Extracted data entries
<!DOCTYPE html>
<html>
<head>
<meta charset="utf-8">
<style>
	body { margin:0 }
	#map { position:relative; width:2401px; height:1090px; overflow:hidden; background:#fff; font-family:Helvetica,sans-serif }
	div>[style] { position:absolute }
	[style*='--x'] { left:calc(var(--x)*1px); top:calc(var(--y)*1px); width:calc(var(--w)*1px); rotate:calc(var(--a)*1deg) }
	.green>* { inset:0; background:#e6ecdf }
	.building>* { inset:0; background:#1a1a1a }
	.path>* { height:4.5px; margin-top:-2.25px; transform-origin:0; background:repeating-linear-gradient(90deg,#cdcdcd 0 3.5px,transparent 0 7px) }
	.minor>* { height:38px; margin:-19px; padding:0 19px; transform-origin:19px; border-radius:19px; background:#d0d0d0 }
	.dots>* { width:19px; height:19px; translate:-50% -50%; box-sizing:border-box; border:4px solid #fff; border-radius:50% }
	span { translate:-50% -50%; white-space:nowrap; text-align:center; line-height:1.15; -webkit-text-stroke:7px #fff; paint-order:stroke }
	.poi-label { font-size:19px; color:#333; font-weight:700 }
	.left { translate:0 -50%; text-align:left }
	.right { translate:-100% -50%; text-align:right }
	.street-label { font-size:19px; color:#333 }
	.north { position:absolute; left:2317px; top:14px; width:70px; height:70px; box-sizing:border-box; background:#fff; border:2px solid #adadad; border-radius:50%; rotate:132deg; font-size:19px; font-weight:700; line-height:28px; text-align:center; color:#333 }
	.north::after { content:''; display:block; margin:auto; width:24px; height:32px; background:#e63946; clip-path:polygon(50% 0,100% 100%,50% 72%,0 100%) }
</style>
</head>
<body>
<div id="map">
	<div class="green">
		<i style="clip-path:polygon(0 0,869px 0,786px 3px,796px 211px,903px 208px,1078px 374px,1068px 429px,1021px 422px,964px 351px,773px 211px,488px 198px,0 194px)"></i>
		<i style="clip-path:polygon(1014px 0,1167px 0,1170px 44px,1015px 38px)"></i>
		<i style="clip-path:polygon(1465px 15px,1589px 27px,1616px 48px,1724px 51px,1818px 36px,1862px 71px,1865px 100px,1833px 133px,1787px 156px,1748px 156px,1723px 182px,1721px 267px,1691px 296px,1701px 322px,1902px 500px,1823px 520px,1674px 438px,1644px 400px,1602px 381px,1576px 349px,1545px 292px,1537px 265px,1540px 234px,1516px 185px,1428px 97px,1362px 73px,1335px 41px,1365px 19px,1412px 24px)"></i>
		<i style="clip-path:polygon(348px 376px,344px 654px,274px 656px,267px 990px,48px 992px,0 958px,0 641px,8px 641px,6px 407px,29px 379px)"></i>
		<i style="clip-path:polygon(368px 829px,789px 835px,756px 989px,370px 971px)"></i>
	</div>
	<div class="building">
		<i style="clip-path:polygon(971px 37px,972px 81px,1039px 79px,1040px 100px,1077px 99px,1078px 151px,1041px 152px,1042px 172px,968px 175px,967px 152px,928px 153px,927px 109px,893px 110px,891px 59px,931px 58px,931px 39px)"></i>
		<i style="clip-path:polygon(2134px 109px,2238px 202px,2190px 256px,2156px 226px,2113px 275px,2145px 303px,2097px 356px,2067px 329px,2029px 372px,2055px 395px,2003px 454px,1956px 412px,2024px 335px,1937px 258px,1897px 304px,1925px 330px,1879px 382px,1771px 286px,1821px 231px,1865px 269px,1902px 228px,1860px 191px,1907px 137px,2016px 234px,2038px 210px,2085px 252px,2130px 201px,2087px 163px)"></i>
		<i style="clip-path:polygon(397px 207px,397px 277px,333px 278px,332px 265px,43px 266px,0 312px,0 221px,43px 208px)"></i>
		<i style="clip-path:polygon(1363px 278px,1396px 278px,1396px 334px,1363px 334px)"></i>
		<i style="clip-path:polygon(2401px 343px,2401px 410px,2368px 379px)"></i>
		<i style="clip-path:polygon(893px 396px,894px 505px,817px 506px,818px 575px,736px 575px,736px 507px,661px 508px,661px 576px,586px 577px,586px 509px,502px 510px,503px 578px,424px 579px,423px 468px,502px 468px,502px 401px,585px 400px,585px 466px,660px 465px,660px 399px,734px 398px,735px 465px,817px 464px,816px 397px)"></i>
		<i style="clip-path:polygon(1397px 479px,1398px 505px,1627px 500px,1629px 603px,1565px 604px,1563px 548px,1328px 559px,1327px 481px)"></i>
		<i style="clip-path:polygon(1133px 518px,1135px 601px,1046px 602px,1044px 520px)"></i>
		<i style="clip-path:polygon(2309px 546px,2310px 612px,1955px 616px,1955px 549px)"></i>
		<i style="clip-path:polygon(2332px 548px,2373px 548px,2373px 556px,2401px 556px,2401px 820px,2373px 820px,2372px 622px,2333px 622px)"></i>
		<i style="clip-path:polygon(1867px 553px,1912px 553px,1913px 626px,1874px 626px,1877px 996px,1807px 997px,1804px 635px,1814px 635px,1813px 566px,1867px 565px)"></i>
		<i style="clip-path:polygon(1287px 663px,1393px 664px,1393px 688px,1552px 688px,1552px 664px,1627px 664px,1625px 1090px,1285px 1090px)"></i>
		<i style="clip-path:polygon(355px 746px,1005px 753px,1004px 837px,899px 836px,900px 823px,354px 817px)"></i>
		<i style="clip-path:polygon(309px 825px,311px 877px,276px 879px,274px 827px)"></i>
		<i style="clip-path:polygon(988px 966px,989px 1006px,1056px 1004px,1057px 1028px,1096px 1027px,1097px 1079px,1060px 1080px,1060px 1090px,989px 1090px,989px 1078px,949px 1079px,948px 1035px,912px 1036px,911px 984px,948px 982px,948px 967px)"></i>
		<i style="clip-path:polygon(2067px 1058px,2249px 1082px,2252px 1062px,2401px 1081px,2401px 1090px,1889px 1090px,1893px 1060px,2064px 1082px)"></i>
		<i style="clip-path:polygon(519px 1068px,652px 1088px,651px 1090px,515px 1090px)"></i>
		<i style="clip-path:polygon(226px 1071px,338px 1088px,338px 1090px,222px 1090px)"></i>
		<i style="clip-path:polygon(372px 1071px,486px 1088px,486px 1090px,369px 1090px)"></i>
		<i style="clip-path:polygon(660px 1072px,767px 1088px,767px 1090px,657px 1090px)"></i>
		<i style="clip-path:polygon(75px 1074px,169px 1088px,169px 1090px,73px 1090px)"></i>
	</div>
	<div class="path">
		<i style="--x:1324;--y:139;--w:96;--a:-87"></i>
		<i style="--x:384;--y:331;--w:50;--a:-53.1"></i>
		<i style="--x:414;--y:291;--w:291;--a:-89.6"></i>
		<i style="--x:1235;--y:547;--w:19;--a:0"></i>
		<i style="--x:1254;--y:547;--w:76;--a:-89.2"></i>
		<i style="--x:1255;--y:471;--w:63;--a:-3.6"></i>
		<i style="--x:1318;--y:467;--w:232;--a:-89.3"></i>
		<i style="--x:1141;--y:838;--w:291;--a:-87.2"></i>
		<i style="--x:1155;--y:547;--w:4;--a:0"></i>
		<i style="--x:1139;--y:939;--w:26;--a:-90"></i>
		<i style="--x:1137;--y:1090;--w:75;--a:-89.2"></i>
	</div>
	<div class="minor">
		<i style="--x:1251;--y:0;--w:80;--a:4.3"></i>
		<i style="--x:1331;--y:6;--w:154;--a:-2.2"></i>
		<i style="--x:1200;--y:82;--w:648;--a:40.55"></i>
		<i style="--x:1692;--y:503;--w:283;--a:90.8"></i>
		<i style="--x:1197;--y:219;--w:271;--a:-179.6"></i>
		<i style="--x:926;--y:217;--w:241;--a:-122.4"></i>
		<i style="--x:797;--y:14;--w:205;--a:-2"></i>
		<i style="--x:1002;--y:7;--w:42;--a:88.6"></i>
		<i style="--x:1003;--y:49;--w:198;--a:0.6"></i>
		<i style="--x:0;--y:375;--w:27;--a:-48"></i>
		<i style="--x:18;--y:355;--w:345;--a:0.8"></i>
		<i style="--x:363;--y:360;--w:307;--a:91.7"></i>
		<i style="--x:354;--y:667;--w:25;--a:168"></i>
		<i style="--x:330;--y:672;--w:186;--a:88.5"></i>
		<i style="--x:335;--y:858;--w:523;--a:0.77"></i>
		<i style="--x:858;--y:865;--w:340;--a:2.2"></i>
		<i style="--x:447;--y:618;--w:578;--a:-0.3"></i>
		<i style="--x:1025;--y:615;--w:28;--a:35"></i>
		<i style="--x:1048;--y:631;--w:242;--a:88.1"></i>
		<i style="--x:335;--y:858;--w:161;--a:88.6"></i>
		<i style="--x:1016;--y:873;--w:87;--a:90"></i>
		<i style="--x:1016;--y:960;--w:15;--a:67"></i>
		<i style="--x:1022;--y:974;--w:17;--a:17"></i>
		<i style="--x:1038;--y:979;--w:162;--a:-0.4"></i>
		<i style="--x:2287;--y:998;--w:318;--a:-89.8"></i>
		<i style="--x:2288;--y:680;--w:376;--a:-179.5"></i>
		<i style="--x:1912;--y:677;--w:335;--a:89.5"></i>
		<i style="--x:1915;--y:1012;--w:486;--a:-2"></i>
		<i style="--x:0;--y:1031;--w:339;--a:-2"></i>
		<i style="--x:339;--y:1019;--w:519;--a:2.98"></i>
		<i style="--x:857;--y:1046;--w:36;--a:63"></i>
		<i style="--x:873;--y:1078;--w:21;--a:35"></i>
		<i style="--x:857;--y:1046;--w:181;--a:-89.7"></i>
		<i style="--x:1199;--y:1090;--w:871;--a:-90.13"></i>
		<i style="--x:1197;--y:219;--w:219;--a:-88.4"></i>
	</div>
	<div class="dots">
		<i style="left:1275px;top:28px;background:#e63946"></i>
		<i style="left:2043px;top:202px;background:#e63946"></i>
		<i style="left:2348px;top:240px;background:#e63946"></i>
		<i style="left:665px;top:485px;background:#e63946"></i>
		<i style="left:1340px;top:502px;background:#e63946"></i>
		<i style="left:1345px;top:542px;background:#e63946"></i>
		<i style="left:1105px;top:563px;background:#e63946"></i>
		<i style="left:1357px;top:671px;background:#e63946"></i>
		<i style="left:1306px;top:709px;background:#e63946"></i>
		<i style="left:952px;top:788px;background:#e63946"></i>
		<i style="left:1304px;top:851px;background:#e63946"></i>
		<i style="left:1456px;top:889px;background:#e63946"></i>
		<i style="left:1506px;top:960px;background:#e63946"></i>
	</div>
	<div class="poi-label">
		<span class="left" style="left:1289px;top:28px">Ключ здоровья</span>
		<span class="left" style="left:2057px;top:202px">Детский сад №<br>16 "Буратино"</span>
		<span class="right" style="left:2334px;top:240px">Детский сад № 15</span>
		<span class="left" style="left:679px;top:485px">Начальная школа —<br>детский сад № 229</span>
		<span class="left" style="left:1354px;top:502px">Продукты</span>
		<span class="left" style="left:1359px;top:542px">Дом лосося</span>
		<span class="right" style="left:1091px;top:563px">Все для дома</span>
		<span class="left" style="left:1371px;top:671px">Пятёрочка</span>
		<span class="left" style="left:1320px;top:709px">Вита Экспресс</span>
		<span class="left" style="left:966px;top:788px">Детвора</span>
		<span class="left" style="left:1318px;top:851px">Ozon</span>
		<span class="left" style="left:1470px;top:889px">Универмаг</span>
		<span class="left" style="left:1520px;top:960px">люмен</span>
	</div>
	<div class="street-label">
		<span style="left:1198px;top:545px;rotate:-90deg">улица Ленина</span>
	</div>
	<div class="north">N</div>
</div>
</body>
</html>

**Description of the task:** Of the lines above, retype only those from the line containing "height:38px; margin:-19px; padding:0" through the line containing "translate:-50% -50%; white-space:nowrap;", including both, exactly.

**Exercise answer:**
	.minor>* { height:38px; margin:-19px; padding:0 19px; transform-origin:19px; border-radius:19px; background:#d0d0d0 }
	.dots>* { width:19px; height:19px; translate:-50% -50%; box-sizing:border-box; border:4px solid #fff; border-radius:50% }
	span { translate:-50% -50%; white-space:nowrap; text-align:center; line-height:1.15; -webkit-text-stroke:7px #fff; paint-order:stroke }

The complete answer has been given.